Dataset entries:
=-=-=

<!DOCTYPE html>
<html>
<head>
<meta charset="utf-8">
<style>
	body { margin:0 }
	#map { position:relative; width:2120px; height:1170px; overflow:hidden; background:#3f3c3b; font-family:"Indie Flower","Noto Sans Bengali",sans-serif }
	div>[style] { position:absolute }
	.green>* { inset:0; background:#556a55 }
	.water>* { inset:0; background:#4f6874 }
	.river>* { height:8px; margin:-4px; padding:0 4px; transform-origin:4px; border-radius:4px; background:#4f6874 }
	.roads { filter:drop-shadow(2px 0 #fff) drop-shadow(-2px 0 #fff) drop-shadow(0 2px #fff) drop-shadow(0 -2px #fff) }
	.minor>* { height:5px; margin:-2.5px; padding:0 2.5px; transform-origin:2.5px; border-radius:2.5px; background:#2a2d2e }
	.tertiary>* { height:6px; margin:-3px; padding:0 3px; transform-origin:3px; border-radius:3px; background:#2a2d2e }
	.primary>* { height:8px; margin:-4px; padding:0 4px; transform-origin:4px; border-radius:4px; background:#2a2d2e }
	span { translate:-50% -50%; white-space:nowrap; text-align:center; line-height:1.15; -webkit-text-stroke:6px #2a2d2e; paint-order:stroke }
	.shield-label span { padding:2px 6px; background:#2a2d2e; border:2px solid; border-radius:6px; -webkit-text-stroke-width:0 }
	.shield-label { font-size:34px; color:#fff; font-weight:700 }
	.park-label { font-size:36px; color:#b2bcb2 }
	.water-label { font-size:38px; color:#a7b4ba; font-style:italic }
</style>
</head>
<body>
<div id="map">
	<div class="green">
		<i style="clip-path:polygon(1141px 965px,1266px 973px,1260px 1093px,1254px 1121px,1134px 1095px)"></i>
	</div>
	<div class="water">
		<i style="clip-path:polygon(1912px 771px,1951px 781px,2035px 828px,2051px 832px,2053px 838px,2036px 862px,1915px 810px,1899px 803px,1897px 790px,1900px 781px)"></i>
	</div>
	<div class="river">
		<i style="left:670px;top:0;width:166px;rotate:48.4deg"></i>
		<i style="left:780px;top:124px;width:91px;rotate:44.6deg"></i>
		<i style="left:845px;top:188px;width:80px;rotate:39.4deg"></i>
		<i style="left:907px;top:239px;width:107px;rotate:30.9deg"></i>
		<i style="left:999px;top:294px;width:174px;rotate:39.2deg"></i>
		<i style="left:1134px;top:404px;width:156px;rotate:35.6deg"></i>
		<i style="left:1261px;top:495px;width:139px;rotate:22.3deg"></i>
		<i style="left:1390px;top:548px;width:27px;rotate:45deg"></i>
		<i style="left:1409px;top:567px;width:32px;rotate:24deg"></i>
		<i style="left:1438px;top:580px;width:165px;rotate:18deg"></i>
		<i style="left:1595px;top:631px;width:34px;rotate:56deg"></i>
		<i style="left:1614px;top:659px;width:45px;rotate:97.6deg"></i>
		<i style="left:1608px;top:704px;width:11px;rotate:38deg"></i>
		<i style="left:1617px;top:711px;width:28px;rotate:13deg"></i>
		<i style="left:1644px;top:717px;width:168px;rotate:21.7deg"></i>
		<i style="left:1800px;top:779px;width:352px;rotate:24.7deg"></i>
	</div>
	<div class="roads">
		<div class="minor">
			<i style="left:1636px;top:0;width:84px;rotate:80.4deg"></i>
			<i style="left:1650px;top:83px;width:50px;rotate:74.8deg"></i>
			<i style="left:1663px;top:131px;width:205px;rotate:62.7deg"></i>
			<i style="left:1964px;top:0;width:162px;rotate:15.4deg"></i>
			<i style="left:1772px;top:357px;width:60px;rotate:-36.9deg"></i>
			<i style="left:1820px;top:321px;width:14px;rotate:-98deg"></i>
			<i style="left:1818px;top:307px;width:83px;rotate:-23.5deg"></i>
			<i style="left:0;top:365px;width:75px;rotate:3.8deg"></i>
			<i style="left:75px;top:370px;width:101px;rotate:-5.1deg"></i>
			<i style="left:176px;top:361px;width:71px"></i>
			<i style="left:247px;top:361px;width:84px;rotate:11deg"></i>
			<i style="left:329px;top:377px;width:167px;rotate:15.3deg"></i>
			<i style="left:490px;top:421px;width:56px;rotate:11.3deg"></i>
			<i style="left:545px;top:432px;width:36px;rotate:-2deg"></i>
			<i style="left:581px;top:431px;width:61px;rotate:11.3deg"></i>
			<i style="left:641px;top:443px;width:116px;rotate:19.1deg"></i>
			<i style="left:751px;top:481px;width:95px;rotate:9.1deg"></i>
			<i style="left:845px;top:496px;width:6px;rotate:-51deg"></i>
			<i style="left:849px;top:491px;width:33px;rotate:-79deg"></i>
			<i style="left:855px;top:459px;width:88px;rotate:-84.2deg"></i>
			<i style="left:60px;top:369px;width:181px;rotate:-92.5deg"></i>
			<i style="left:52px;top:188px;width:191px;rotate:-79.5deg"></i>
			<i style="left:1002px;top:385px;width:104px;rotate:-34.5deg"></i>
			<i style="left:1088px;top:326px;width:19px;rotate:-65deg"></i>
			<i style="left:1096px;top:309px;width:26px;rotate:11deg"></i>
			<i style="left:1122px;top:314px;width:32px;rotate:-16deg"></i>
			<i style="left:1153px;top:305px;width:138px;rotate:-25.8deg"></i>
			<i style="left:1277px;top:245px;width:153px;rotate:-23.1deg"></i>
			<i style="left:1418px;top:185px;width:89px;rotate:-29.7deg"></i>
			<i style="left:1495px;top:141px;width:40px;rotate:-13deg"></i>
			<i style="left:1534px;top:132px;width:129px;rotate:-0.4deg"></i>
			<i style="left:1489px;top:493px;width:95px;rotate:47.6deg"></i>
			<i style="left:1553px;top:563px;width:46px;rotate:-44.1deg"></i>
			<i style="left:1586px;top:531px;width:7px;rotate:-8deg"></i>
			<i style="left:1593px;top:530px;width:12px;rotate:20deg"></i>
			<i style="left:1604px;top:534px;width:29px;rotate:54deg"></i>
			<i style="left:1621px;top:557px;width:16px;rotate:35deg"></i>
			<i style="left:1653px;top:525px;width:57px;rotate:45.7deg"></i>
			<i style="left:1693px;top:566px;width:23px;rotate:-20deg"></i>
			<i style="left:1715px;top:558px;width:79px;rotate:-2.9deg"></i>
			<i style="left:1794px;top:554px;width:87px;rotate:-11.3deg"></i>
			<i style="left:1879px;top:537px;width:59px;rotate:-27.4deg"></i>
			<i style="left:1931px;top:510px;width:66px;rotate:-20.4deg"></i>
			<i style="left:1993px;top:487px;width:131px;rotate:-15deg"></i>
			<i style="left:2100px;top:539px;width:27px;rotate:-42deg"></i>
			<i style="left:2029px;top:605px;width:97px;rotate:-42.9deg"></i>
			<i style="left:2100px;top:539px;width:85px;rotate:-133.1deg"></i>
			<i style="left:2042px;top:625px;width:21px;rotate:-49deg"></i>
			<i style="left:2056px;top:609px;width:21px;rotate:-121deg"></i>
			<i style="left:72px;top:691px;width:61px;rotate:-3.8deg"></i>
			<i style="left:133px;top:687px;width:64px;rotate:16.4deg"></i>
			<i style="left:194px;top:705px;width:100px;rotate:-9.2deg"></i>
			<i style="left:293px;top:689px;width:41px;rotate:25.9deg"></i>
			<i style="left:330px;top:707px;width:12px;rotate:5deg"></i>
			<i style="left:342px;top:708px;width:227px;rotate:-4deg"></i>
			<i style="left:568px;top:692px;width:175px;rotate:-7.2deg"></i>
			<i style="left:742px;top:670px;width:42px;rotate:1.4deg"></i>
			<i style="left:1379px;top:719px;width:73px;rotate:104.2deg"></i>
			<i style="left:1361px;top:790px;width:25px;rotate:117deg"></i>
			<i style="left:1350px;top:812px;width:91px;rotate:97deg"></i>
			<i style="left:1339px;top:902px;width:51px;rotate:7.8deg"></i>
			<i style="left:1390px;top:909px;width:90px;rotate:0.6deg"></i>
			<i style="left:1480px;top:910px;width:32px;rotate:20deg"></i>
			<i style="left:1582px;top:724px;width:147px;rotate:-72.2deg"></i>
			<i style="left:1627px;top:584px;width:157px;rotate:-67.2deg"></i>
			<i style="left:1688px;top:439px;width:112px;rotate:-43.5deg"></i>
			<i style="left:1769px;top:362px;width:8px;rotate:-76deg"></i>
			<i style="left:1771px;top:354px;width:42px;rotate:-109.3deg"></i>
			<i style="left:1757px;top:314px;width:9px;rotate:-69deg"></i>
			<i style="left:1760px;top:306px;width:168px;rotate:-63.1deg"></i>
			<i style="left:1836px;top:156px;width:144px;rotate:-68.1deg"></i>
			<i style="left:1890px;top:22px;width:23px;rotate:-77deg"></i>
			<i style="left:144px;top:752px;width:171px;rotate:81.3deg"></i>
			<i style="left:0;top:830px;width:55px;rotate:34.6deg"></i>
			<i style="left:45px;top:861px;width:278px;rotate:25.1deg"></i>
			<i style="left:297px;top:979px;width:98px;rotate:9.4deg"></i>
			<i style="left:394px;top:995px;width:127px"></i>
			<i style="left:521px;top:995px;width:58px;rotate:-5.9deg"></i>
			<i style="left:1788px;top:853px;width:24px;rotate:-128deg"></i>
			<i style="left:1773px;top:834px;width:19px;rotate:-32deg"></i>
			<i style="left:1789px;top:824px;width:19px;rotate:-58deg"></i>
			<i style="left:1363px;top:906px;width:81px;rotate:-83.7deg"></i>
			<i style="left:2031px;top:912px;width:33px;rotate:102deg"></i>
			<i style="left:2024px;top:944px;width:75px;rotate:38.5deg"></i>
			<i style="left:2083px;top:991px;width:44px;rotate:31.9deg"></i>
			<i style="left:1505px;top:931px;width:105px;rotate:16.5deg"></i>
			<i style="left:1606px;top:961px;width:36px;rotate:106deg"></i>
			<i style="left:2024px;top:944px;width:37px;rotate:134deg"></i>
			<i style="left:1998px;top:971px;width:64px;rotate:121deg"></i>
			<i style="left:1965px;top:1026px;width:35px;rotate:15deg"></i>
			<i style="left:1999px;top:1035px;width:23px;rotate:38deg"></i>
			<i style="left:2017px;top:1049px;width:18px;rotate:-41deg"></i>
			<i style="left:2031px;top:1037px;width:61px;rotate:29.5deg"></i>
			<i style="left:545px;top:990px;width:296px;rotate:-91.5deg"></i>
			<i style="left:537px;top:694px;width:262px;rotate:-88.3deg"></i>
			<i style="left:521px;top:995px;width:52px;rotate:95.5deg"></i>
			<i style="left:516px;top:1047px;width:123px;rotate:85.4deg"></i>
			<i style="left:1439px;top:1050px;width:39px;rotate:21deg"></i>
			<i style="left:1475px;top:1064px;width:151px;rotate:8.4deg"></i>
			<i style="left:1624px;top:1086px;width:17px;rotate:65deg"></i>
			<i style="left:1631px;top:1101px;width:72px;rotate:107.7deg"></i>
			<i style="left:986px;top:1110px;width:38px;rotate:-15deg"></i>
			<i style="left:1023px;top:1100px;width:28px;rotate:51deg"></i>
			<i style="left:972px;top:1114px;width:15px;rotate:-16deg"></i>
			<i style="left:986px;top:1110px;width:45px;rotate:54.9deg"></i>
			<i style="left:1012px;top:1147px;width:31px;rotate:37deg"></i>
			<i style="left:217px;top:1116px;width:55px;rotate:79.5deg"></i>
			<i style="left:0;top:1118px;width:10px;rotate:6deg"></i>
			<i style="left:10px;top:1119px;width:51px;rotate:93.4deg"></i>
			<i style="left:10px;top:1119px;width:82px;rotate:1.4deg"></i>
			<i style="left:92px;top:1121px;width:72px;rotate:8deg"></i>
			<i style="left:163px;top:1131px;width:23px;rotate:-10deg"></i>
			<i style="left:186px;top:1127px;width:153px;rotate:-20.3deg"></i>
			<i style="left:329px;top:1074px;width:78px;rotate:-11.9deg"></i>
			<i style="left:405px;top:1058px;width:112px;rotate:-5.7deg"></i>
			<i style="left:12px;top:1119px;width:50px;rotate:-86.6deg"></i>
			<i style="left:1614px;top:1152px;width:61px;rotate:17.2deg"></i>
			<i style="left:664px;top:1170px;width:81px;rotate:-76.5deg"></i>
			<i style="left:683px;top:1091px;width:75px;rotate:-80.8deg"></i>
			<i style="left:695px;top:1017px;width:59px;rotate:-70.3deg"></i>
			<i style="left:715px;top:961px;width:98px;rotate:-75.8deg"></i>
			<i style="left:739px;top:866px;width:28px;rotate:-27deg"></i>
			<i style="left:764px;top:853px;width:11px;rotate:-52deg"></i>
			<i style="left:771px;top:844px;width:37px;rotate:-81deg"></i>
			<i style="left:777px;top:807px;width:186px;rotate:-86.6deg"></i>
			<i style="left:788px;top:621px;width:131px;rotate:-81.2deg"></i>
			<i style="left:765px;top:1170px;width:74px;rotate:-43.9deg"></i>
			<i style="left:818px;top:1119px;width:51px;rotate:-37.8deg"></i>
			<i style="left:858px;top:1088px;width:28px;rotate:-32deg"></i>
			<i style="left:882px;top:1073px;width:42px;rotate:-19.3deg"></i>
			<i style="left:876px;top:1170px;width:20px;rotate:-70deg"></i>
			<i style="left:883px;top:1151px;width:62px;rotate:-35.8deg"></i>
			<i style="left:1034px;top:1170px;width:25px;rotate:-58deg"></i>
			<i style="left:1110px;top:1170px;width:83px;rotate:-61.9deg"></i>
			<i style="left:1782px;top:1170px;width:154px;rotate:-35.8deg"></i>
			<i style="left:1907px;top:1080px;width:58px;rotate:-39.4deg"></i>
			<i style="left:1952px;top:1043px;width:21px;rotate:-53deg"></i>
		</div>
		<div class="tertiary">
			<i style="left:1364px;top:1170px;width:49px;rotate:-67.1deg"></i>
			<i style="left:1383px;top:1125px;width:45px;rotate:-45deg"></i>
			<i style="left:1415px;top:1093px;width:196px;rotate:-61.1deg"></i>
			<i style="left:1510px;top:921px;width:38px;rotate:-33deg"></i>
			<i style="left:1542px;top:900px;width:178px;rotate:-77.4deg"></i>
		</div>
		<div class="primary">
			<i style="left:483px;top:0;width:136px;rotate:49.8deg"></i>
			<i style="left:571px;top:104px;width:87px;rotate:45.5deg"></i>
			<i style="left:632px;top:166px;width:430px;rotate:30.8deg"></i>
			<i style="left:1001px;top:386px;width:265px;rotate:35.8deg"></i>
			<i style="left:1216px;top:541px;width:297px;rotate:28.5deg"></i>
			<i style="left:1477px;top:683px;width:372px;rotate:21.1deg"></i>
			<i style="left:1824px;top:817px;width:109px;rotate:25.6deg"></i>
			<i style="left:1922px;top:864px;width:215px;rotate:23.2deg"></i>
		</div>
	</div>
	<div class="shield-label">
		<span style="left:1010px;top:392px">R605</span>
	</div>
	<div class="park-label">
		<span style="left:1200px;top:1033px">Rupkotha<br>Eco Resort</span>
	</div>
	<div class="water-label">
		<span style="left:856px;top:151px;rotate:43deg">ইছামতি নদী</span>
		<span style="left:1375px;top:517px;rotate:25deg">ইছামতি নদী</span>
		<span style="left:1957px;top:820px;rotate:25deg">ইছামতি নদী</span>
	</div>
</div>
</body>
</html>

=-=-=

» **Required work**: Say how many lines of the data above include the word "water", and add nothing further.

» **Problem solution**: 4